We consider one pair of metal sheets, those are represented by black and red planes in Fig 14-12, and we name them ABCD and A’B’C’D' in this section.

We treat these two 5 mm × 5 mm metal sheets (ABCD and A’B’C’D') as perfect conductors separated by a uniform dielectric of thickness t and relative permittivity εr. The plates are corner-fed at A and B′. We solved a frequency-domain model and plot the plane-to-plane voltage ΔV(x, y), which is proportional to the normal electric field in the dielectric (E ≈ ΔV/t). In sinusoidal steady state, the displacement-current density magnitude follows |Jd| = ω ε|E| ≈ ω ε|ΔV|/t, where ω = 2πf and ε = ε0 εr.

At first, ChatGPT generated a mesh model and calculated its impedance plot. And in this model, we have the self-resonant frequency (SRF) at 3.4GHz.

NOTE: Again, it’s qualitative information, not related to the physical MLCC device tested above.

In table below, we have three rows for 1×SRF, 2×SRF, 3×SRF and we have three columns for (left) main plot of the displacement current density, (center) top plane relative voltage, (right) bottom plane relative voltage where difference between (center) and (right) resulting (left).

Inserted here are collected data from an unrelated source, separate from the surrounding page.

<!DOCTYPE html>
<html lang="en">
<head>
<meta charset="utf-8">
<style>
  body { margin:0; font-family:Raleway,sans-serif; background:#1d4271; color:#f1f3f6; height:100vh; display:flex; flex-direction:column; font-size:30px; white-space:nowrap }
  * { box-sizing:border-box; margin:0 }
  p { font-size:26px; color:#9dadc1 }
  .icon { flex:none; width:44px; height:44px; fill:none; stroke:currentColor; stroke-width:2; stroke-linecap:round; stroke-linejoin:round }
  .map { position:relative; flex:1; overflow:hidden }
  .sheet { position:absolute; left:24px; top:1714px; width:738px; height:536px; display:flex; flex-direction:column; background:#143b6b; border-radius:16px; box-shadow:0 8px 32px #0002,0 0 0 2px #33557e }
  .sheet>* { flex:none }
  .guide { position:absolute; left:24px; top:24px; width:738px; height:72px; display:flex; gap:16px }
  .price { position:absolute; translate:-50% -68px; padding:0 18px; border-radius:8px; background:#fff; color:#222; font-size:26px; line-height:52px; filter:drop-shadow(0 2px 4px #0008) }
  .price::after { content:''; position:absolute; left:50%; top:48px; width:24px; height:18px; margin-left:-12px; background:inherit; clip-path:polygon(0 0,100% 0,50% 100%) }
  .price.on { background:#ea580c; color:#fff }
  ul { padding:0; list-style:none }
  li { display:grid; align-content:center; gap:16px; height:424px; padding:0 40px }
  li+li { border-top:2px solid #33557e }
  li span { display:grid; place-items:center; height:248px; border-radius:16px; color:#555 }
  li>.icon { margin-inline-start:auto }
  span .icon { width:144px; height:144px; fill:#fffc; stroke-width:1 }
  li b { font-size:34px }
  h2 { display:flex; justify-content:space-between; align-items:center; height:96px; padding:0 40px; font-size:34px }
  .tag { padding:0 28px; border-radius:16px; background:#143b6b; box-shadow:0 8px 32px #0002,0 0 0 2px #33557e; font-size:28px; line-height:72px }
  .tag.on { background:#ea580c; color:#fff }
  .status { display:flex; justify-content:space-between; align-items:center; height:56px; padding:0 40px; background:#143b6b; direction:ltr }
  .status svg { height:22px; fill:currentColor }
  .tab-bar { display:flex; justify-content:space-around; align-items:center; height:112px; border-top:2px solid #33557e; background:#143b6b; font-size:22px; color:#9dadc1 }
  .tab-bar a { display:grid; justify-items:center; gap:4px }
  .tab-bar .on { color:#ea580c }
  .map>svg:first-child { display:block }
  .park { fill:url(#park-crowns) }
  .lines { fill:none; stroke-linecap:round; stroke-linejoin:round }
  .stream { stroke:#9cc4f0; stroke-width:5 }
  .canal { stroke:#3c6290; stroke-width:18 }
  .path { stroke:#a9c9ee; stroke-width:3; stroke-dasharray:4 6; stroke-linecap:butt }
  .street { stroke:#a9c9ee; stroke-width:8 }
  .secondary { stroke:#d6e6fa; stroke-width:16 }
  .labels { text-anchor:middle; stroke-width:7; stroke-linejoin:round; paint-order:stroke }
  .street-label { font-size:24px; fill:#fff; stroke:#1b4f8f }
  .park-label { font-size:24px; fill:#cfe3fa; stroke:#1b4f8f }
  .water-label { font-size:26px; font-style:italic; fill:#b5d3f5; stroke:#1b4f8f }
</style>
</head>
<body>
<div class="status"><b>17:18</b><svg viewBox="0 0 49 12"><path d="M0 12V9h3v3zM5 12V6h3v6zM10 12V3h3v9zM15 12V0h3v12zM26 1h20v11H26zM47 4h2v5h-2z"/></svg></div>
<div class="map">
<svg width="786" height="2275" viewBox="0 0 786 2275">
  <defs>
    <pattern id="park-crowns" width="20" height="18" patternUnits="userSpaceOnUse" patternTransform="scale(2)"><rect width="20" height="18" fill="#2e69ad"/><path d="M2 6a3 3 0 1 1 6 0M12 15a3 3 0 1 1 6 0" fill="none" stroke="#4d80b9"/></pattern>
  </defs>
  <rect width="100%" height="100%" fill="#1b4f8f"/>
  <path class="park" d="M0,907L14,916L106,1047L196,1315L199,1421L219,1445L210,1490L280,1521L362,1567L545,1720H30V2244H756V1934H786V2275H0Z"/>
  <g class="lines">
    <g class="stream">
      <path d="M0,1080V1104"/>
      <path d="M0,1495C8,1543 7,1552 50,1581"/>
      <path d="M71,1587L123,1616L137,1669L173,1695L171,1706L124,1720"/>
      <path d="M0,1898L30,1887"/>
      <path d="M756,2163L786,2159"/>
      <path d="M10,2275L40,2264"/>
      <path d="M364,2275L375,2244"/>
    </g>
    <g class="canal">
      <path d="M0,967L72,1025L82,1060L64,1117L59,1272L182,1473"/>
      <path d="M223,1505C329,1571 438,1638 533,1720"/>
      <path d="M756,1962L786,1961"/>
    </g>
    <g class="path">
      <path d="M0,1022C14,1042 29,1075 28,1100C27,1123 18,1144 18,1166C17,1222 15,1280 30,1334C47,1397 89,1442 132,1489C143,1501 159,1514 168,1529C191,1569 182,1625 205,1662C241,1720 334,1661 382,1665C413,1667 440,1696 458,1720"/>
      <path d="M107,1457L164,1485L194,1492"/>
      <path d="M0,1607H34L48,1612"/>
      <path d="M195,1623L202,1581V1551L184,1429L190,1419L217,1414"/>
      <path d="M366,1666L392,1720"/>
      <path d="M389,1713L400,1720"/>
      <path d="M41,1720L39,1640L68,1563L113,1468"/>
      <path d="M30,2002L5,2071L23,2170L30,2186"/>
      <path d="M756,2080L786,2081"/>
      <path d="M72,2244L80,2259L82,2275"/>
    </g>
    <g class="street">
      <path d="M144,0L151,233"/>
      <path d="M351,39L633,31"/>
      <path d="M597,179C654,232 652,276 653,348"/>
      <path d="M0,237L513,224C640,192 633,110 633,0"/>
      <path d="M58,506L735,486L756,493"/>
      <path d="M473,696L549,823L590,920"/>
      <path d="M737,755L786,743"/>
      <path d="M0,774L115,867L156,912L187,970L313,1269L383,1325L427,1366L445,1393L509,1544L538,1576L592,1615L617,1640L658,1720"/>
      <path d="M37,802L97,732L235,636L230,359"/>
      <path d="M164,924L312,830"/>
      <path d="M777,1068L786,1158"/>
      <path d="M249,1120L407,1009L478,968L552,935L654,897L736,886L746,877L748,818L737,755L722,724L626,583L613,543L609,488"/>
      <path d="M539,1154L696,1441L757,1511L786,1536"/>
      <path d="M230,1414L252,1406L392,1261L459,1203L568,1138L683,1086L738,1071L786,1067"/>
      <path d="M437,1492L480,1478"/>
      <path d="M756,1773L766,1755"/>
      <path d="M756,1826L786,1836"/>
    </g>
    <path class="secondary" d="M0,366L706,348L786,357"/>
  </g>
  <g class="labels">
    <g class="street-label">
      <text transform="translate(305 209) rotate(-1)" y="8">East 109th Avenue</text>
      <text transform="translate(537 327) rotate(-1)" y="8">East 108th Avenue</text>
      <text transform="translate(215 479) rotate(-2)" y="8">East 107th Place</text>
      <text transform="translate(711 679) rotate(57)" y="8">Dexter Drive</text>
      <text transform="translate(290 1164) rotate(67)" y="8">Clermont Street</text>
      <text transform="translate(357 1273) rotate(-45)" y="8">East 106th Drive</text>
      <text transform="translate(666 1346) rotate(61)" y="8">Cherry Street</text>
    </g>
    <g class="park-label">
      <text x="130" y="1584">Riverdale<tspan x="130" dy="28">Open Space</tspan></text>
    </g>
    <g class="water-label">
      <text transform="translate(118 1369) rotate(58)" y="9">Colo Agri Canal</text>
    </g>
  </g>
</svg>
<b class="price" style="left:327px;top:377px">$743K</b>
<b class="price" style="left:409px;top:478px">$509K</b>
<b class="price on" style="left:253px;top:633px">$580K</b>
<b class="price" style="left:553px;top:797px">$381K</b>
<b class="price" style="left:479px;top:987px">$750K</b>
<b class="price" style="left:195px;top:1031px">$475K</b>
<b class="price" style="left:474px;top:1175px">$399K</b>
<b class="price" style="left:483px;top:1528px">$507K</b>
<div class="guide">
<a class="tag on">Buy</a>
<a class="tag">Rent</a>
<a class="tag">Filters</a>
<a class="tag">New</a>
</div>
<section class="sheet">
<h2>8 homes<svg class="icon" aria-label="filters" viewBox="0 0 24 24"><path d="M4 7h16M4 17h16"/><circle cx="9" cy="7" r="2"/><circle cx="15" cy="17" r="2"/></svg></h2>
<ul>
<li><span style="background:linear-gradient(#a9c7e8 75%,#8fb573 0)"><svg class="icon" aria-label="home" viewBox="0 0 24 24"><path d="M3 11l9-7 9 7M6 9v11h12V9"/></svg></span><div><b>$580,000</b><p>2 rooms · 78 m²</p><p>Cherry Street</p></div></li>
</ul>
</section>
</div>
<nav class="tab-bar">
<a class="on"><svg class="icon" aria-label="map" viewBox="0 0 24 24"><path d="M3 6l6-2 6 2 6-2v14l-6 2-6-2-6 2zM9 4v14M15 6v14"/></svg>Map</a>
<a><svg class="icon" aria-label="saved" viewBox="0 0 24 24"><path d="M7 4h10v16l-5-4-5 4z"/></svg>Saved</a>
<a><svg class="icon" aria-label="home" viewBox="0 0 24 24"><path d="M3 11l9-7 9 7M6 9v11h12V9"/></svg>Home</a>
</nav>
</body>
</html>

• At SRF, ΔV spreads broadly over the plane pair, indicating that a large portion of the area participates in displacement current, consistent with the minimum impedance.
• At 2×SRF and 3×SRF, interference patterns create inactive regions where ΔV is small, reducing the effective area and increasing impedance.

These in-plane modal patterns explain why #Case-3, which lacks a repeating Z-direction layer structure, does not exhibit the pronounced vertical standing-wave sequence seen in #Case-1 and #Case-2. In-plane modal patterns may still appear, but they do not produce the pronounced multi-peak behavior observed when the stack repeats in the Z-direction.

This is the input to ChatGPT 5:

We have a pair of very thin metal foil sheets of 5mm x 5mm each, say sheet ABCD and sheet A’B’C’D', forming a capacitor with a tiny gap filled by a certain dielectric material. We attach a "drive" and "return" cable tips, from an AC signal source, at 2 corners of this capacitor, say A and B' (B-dash).

You can set reasonable parameters as you need here. Please calculate the impedance of this foil capacitor between A and B' over different frequency. We must have a self-resonant frequency and, at that self-resonant frequency, I want to see the "voltage distribution between ABCD and A’B’C’D' " and "current distribution through the dielectric" over the 5mm x 5mm sheet in 2D contour maps.

Please note that, at SRF, we expect A - B' voltage to be very small but large current flow across A - B'. With low voltage, dielectric never flow large current. So we expect large voltage between edge C-D and edge C' - D'.

When plotting impedance over frequency, please generate 2 plots: "abs(Z) in log-scale" vs freq, angle(Z) vs freq Lastly, please plot the same plane-to-plane voltage map at 2x SRF and 3x SRF.